» **Supplied information**
BEGIN

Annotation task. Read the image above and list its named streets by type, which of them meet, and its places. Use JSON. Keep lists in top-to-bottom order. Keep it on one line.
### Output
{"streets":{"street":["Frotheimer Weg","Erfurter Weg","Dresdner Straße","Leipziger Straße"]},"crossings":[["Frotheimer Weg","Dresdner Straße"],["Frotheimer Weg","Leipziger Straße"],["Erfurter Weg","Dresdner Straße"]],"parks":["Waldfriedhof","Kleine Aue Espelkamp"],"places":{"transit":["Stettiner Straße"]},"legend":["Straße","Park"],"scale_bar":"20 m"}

END

» **The problem**
Print the data above exactly as it reads.

» **Solution to this problem**
Annotation task. Read the image above and list its named streets by type, which of them meet, and its places. Use JSON. Keep lists in top-to-bottom order. Keep it on one line.
### Output
{"streets":{"street":["Frotheimer Weg","Erfurter Weg","Dresdner Straße","Leipziger Straße"]},"crossings":[["Frotheimer Weg","Dresdner Straße"],["Frotheimer Weg","Leipziger Straße"],["Erfurter Weg","Dresdner Straße"]],"parks":["Waldfriedhof","Kleine Aue Espelkamp"],"places":{"transit":["Stettiner Straße"]},"legend":["Straße","Park"],"scale_bar":"20 m"}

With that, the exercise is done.